IV.   Sharing of documentation

  A.   I have concerns about emotional abuse and gaslighting.  Because of this, I have been trying to document things.  I have journaled for a long time - it helps me to organize my thoughts

  B.   It is important to me that an unbiased counselor read all that information.  With some other counselors, that lack of reading has led to poor outcomes, in my opinion.  I felt my concerns were dismissed - because I did not stand up for myself.

  C.   I understand this is a lot of documentation.  Please charge me for the time it takes to go through it.  It is very important to me that you go through it.
     1.   That being said, I understand this could lead to things being one-sided in favor of me.  I do not intend that and want to be fair.  Please read this as my opinion and be heavily skeptical.
     2.   I respect a counselor’s judgement on whether this is appropriate.  That being said, I will be very hurt and disappointed if these documents are not read.
     3.   I will insist these documents be shared as part of any divorce proceedings - if we do not come to consensus.  I think they will do much more good for everyone in this stage of the process.
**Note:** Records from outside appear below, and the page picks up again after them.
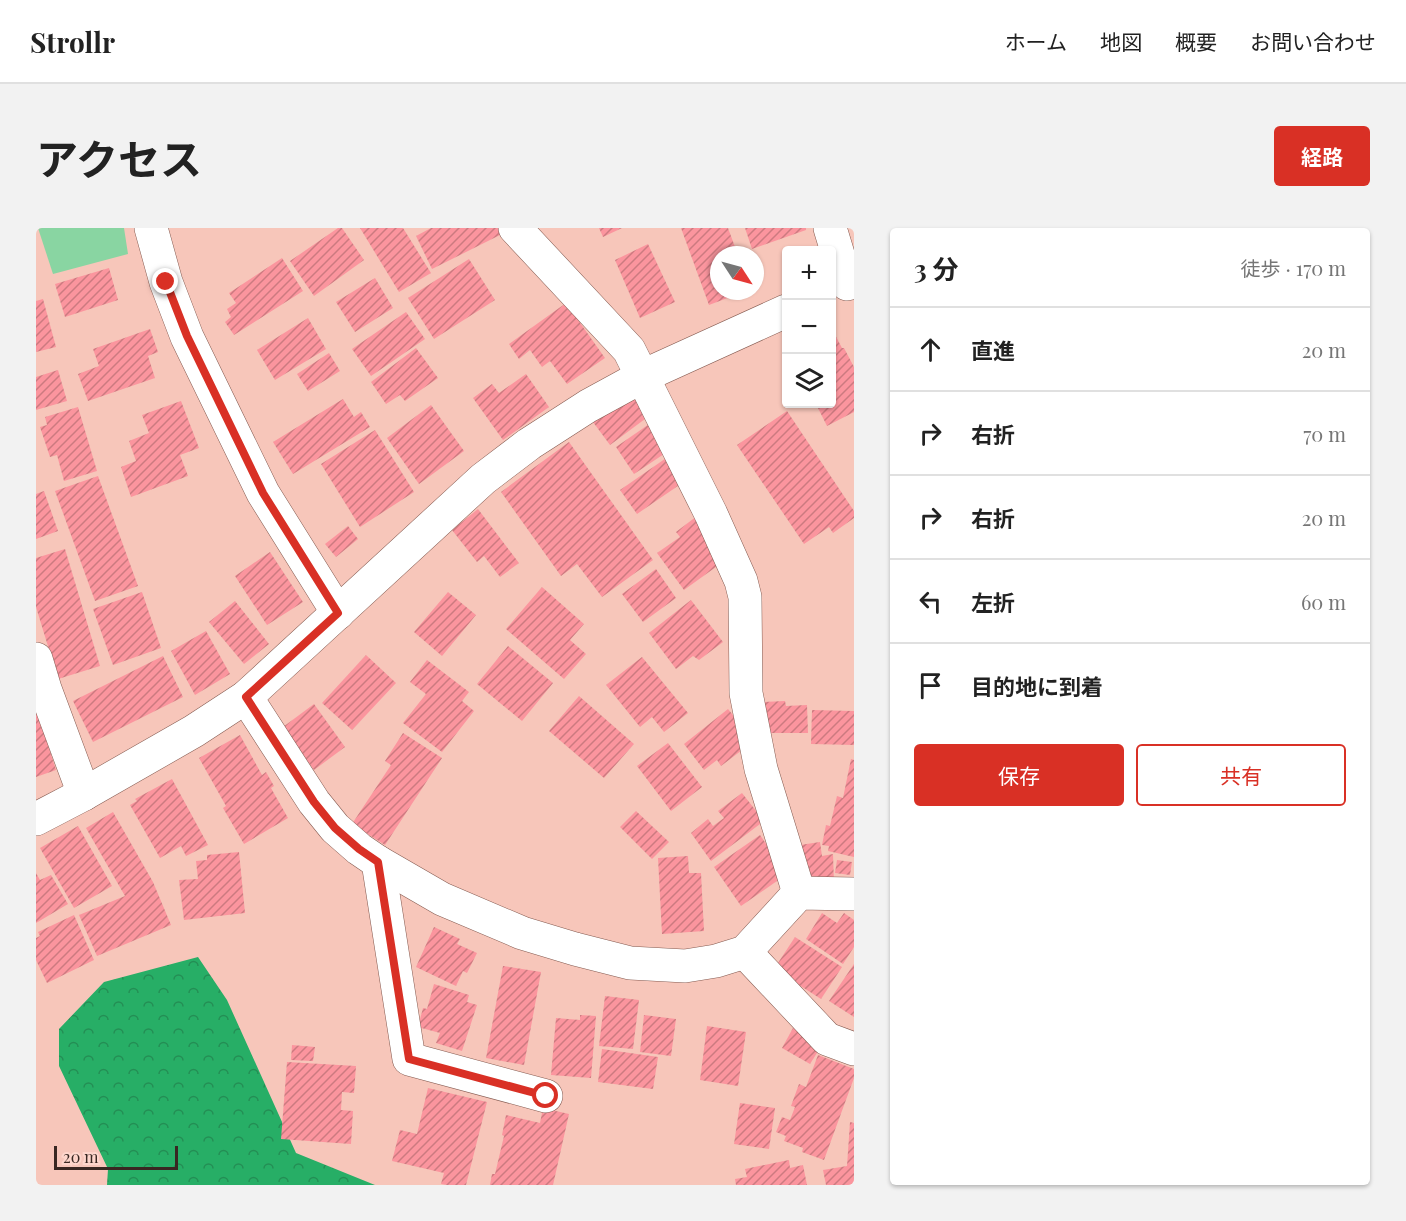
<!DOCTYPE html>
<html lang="ja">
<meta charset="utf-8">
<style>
body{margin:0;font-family:"Playfair Display","Noto Sans JP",serif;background:#f2f2f2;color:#222}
.controls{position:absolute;right:18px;top:18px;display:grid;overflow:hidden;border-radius:6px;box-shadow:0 2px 4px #0004}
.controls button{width:54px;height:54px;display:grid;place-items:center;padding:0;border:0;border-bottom:2px solid #e0e0e0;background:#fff;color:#222;font:30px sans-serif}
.compass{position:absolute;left:674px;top:18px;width:54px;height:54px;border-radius:50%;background:#fff;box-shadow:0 2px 4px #0004;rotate:126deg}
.scale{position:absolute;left:18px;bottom:15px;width:124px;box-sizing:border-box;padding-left:6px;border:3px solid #392722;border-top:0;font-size:16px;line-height:21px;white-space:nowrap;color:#392722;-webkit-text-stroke:4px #fed6cc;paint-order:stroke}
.stop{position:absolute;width:18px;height:18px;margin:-14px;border:4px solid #d93025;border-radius:50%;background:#fff}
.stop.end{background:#d93025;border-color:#fff;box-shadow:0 2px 6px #0008}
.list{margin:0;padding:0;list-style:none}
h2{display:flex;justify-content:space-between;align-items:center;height:78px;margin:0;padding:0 24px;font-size:26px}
h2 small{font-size:20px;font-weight:400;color:#767676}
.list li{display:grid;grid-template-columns:39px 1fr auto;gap:18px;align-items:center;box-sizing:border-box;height:84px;padding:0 24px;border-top:2px solid #e0e0e0}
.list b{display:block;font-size:22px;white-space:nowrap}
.list em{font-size:20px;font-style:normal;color:#767676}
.actions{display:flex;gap:12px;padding:18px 24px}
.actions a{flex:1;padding:14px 0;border:2px solid #d93025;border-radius:6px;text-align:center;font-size:21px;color:#d93025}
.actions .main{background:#d93025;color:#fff}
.icon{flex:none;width:33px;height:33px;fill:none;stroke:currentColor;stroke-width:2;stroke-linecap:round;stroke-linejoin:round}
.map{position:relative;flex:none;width:818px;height:957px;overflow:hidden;border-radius:6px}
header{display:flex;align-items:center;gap:36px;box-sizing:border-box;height:84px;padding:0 30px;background:#fff;border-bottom:2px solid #e0e0e0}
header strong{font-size:28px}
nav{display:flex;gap:33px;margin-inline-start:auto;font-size:21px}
.intro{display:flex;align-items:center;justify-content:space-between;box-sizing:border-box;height:144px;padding:0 36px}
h1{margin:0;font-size:42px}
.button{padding:15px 27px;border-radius:6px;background:#d93025;color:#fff;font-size:21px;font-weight:700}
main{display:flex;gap:36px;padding:0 36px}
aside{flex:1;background:#fff;border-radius:6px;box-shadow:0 2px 4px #0004}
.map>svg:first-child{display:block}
.grass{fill:#89d5a2}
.forest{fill:url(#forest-crowns)}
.building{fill:url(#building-hatch)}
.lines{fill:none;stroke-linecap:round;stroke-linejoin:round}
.minor-casing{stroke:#855b51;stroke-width:34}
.minor{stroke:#fff;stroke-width:33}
.route{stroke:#d93025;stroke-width:8}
</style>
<header>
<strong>Strollr</strong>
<nav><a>ホーム</a><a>地図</a><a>概要</a><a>お問い合わせ</a></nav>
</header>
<div class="intro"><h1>アクセス</h1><a class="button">経路</a></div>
<main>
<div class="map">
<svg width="818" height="957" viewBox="0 0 818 957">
<defs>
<pattern id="forest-crowns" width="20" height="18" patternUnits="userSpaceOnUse" patternTransform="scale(1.5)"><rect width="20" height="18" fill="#27ae66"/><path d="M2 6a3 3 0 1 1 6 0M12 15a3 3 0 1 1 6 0" fill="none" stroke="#238e54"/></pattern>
<pattern id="building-hatch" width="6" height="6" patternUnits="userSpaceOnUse" patternTransform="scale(1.5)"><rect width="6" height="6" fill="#fb959e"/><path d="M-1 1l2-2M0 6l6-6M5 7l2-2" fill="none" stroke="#cc7a80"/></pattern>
</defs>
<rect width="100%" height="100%" fill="#f7c6ba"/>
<polygon class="grass" points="2,0 88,0 92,26 17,46"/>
<polygon class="forest" points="162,729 191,772 260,925 339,957 71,957 72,941 23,838 23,801 68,754"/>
<g class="building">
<polygon points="302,0 306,0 328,32 278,68 254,33"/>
<polygon points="324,0 367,0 395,45 363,64"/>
<polygon points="395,0 468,0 470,4 396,41 380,8"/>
<polygon points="563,0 586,0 567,9"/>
<polygon points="645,0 692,0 702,27 683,27 683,63 710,63 673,77"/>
<polygon points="709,0 770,0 770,2 716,21"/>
<polygon points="612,16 639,74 604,90 579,32"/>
<polygon points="246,30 267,63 198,107 189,94 195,89 191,81 200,75 193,65"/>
<polygon points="433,31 459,72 398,111 372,70"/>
<polygon points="73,40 82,72 29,89 19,56"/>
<polygon points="339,50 357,80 319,104 300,74"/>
<polygon points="7,71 20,119 0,124 0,73"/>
<polygon points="530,75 569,130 531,156 514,133 506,139 494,122 483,131 473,116"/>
<polygon points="370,84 389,111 335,148 316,121"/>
<polygon points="272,90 290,121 239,152 221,122"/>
<polygon points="114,101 122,124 112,128 119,150 52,173 42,146 63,138 57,121"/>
<polygon points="796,101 806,120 808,120 818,139 818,184 791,198 780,176 796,176"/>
<polygon points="380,120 402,150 369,173 364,167 350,176 335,154"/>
<polygon points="293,125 304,143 272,163 261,146"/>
<polygon points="22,142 31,173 0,182 0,149"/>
<polygon points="490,146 513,179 467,212 437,170 456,156 463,165"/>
<polygon points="597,157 617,185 574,217 554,190"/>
<polygon points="307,171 318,189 325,184 334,199 257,246 237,214"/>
<polygon points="145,173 163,220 144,227 152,248 95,269 85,239 100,233 93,213 113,205 106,187"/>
<polygon points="395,177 428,223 383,256 351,210"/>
<polygon points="42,179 61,243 28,253 21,227 14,229 4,199 11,197 9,189"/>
<polygon points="751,183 818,283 818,290 797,305 793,299 768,316 701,217"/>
<polygon points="619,192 637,220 598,246 580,219"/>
<polygon points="339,202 378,264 324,299 285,236"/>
<polygon points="533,214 617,332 566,369 541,336 525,348 465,264"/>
<polygon points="636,226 652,251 601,286 584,262"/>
<polygon points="62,248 102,358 59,373 19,263"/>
<polygon points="8,263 22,303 0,311 0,266"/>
<polygon points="442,281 483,335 464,349 448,328 441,334 416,302"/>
<polygon points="661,288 691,331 648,362 621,325 644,309 640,304"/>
<polygon points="312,298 322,311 300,329 289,316"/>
<polygon points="29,321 64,438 22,451 0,379 0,330"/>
<polygon points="234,324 267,374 231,397 199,348"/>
<polygon points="620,341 640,370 607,394 586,366"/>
<polygon points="506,359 548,396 534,412 550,426 528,451 470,401"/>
<polygon points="106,364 125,420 77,437 57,381"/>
<polygon points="412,364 440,387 406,428 378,404"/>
<polygon points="655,372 687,414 663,432 657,428 640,441 613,405"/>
<polygon points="199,373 233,416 208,436 173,394"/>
<polygon points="170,403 194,446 159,467 135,423"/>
<polygon points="472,418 517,455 486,493 441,456"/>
<polygon points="330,427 360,455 316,502 286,475"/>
<polygon points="127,428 147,469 57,514 37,473"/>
<polygon points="606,429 652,485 628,504 616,489 604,499 570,457"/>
<polygon points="391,432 433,464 426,473 438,483 406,524 367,495 390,466 374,454"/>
<polygon points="543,468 598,516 568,550 513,503"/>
<polygon points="749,473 750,478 771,477 772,505 734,505 734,499 727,500 727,474"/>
<polygon points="278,476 309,519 278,542 247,499"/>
<polygon points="0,479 20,542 0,549"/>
<polygon points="692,481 712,505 710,519 685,538 681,532 668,542 648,516"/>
<polygon points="776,482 818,483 818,517 775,516"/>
<polygon points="367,505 406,530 349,617 316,596 355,537 349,533"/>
<polygon points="204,507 226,547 230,544 238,558 235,560 252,590 208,616 187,580 190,578 163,530"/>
<polygon points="632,515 666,559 635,583 601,538"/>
<polygon points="815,531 818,532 818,629 792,623 793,618 786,617 790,597 794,598 801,568 807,570"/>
<polygon points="136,551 172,617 150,628 145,618 124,630 94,577 101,573 99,571"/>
<polygon points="706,565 728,593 675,633 655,605 672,591 677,598 688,590 682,583"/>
<polygon points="600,583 633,614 616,631 584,599"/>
<polygon points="77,584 117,654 135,697 61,728 43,687 89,668 50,600"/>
<polygon points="42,598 76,658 38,680 4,620"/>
<polygon points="724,607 751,646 705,678 678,639"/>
<polygon points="784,614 786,628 797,626 798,655 770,659 764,617"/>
<polygon points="203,624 209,685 148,692 143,652 162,651 160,633 171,632 171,627"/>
<polygon points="652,628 653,645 665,645 668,703 626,706 622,630"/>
<polygon points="801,632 816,634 814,647 799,645"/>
<polygon points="0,645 4,652 15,647 32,676 0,695"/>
<polygon points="786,685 801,695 808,685 818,692 818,719 807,736 770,711"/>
<polygon points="38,687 58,732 11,755 0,732 0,710 4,708 2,704"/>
<polygon points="398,699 424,711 421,716 441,725 431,745 427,743 420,758 380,739"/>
<polygon points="759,709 806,739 785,771 738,741"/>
<polygon points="818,736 818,789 793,773"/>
<polygon points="467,738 505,744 488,837 450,830"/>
<polygon points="398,756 433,767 431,774 441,777 426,823 400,815 404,805 382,799 387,780 391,781"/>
<polygon points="569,768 603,772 597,821 563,818"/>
<polygon points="544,787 560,788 555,850 515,847 520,790 544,792"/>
<polygon points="608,787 640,791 635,828 604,824"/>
<polygon points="671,798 710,804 702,858 664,852"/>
<polygon points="757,800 786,817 774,836 746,820"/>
<polygon points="256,817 279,819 277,833 255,832"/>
<polygon points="566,821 622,829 617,861 562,854"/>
<polygon points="782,827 818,841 818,850 788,932 766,924 767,920 748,913 750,908 740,904 746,889 754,892 759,879 755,878 763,856 770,859"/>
<polygon points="251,834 320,838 318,865 306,864 305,882 317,883 315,916 245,911"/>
<polygon points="392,860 451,874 430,957 411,957 405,956 408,945 356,933 364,902 381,906"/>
<polygon points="704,875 739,880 733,921 698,916"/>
<polygon points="507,880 533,886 517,957 454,957 456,946 459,946 468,908 466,907 470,887 504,895"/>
<polygon points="814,894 818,895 818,957 790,957 787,942 811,938"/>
<polygon points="753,932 754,940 767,937 771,957 700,957 699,951 711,949 709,941"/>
</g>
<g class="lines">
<g class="minor-casing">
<g id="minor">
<polyline points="115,0 130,54 151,109 227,265 302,385"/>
<polyline points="479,0 593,122 675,286 705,353 709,369 710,465 725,541 763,665"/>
<polyline points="794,0 811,56"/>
<polyline points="0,431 9,461 48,566"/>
<polyline points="210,469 278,574 299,600 323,621 342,634 406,671 486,705 539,721 594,735 649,738 680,733 709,724 763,665 818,666"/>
<polyline points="0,591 48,566 158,503 210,469 447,251 493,216 552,178 607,148 750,83"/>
<polyline points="342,634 373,831 510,868"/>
<polyline points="709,724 791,811 818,821"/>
</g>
</g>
<use href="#minor" class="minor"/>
</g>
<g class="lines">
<polyline class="route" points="130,54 151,108 227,265 302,385 210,469 278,574 299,600 323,621 342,634 373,831 510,868"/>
</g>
</svg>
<div class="controls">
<button>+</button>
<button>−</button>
<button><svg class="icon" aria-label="layers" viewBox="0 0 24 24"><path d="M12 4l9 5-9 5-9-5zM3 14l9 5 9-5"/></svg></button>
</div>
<svg class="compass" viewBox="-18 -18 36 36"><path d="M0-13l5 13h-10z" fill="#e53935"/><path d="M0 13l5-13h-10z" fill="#767676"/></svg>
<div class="scale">20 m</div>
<div class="stop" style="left:510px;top:868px"></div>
<div class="stop end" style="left:130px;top:54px"></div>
</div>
<aside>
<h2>3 分<small>徒歩 · 170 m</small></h2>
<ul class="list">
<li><svg class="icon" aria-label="ahead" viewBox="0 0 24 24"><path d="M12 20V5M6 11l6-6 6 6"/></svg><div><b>直進</b></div><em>20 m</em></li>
<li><svg class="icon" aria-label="right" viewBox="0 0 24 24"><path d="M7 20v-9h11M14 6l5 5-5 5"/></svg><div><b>右折</b></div><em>70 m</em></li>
<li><svg class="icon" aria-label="right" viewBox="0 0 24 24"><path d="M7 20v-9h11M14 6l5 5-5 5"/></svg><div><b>右折</b></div><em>20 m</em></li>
<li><svg class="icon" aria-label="left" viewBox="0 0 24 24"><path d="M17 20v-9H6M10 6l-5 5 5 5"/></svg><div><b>左折</b></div><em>60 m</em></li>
<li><svg class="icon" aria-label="arrive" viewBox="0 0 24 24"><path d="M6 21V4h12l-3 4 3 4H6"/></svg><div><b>目的地に到着</b></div></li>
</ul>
<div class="actions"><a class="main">保存</a><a>共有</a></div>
</aside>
</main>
I also believe a counselor looking at them will be cheaper than a lawyer or judge.  (but I am not an expert)

D.   Documents (these are links to several googledocs)
1.   Emotional abuse - a detailed layout of emotional abuse concerns I have
2.   Counselor notes - My wife has accused me of not doing what a counselor suggested.  Multiple times when I have inquired about what specifically that was - she said I was incapable of understanding, or been vague.  I want to know if I am incapable of understanding, or if my wife was hiding her emotions/needs, or if my wife has unrealistic expectations (or both or neither or something else)
3.   The letter - A written letter I sent back in December of 2020.  I was trying to set some clear boundaries and stop emotional abuse.  It failed, it felt like the abuse only got worse.  I did not keep the boundaries I set forward.  This letter was sent with feedback from an counselor through my workplace.  It also includes my wife’s response, and my follow-up to that response.
4.   Acceptance exercise - this is a document we did with with a prior counselor around acceptance.  We both found it helpful at the time
5.   Relationship Biography - of our history and how we got where we are today, from my perspective
6.   Hoarding document
7.   Perpetual problems list - a list of my concerns about our marriage and goals around those issues
8.   Personality quizzes and autism tests that I have taken to better understand myself and how I might be contributing to problems
9.   Appreciation log - this is something I am doing for myself to be mindful of the good things My wife is doing for me and the children
10.   Therapist/Self Notes - essentially this is a journal.  This is the longest document, and it has a great deal of information.  From January 2021 through now
    a)   Old notes -From January 2021 going back to 2014.  It might help establish patterns of unhealthy behavior.